(Beginning of RECORDS PROVIDED)

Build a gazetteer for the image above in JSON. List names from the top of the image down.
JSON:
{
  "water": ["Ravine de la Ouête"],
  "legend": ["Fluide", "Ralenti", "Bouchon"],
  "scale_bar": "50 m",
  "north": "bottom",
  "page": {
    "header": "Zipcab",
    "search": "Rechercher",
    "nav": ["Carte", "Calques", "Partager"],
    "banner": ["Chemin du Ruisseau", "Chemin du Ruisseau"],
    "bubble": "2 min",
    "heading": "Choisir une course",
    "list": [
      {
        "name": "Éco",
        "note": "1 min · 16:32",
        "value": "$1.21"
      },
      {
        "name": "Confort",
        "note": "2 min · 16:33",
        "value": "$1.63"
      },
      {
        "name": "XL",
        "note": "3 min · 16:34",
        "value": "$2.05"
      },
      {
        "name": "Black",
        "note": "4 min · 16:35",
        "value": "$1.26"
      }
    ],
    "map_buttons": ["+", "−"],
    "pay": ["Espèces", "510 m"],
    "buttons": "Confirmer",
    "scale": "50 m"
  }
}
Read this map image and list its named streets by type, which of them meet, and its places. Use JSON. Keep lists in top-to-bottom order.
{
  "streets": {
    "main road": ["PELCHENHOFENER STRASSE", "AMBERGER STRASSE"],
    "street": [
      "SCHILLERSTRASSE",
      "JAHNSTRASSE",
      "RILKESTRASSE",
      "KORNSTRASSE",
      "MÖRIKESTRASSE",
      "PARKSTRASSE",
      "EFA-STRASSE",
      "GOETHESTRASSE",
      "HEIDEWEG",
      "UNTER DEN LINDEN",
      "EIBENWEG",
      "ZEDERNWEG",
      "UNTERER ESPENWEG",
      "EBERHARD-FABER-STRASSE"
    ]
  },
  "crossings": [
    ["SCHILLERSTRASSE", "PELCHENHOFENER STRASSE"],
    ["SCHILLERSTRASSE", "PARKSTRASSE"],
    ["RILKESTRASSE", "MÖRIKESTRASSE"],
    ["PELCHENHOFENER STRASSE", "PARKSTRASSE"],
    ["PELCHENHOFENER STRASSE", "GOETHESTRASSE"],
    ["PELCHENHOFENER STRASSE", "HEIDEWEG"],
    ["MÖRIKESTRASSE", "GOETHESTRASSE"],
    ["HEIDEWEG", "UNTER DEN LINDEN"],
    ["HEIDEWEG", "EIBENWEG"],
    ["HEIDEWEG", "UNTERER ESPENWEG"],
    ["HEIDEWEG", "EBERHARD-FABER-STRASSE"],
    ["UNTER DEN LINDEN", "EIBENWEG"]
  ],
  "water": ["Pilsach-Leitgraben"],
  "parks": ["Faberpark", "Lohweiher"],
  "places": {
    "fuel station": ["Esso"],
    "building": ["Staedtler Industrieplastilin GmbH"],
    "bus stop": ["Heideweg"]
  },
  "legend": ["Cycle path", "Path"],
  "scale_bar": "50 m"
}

(End of RECORDS PROVIDED)

> **ABOUT THIS EXERCISE**:
Return the lines above exactly, keeping every word.

> **ANSWER TO THIS EXERCISE**:
Build a gazetteer for the image above in JSON. List names from the top of the image down.
JSON:
{
  "water": ["Ravine de la Ouête"],
  "legend": ["Fluide", "Ralenti", "Bouchon"],
  "scale_bar": "50 m",
  "north": "bottom",
  "page": {
    "header": "Zipcab",
    "search": "Rechercher",
    "nav": ["Carte", "Calques", "Partager"],
    "banner": ["Chemin du Ruisseau", "Chemin du Ruisseau"],
    "bubble": "2 min",
    "heading": "Choisir une course",
    "list": [
      {
        "name": "Éco",
        "note": "1 min · 16:32",
        "value": "$1.21"
      },
      {
        "name": "Confort",
        "note": "2 min · 16:33",
        "value": "$1.63"
      },
      {
        "name": "XL",
        "note": "3 min · 16:34",
        "value": "$2.05"
      },
      {
        "name": "Black",
        "note": "4 min · 16:35",
        "value": "$1.26"
      }
    ],
    "map_buttons": ["+", "−"],
    "pay": ["Espèces", "510 m"],
    "buttons": "Confirmer",
    "scale": "50 m"
  }
}
Read this map image and list its named streets by type, which of them meet, and its places. Use JSON. Keep lists in top-to-bottom order.
{
  "streets": {
    "main road": ["PELCHENHOFENER STRASSE", "AMBERGER STRASSE"],
    "street": [
      "SCHILLERSTRASSE",
      "JAHNSTRASSE",
      "RILKESTRASSE",
      "KORNSTRASSE",
      "MÖRIKESTRASSE",
      "PARKSTRASSE",
      "EFA-STRASSE",
      "GOETHESTRASSE",
      "HEIDEWEG",
      "UNTER DEN LINDEN",
      "EIBENWEG",
      "ZEDERNWEG",
      "UNTERER ESPENWEG",
      "EBERHARD-FABER-STRASSE"
    ]
  },
  "crossings": [
    ["SCHILLERSTRASSE", "PELCHENHOFENER STRASSE"],
    ["SCHILLERSTRASSE", "PARKSTRASSE"],
    ["RILKESTRASSE", "MÖRIKESTRASSE"],
    ["PELCHENHOFENER STRASSE", "PARKSTRASSE"],
    ["PELCHENHOFENER STRASSE", "GOETHESTRASSE"],
    ["PELCHENHOFENER STRASSE", "HEIDEWEG"],
    ["MÖRIKESTRASSE", "GOETHESTRASSE"],
    ["HEIDEWEG", "UNTER DEN LINDEN"],
    ["HEIDEWEG", "EIBENWEG"],
    ["HEIDEWEG", "UNTERER ESPENWEG"],
    ["HEIDEWEG", "EBERHARD-FABER-STRASSE"],
    ["UNTER DEN LINDEN", "EIBENWEG"]
  ],
  "water": ["Pilsach-Leitgraben"],
  "parks": ["Faberpark", "Lohweiher"],
  "places": {
    "fuel station": ["Esso"],
    "building": ["Staedtler Industrieplastilin GmbH"],
    "bus stop": ["Heideweg"]
  },
  "legend": ["Cycle path", "Path"],
  "scale_bar": "50 m"
}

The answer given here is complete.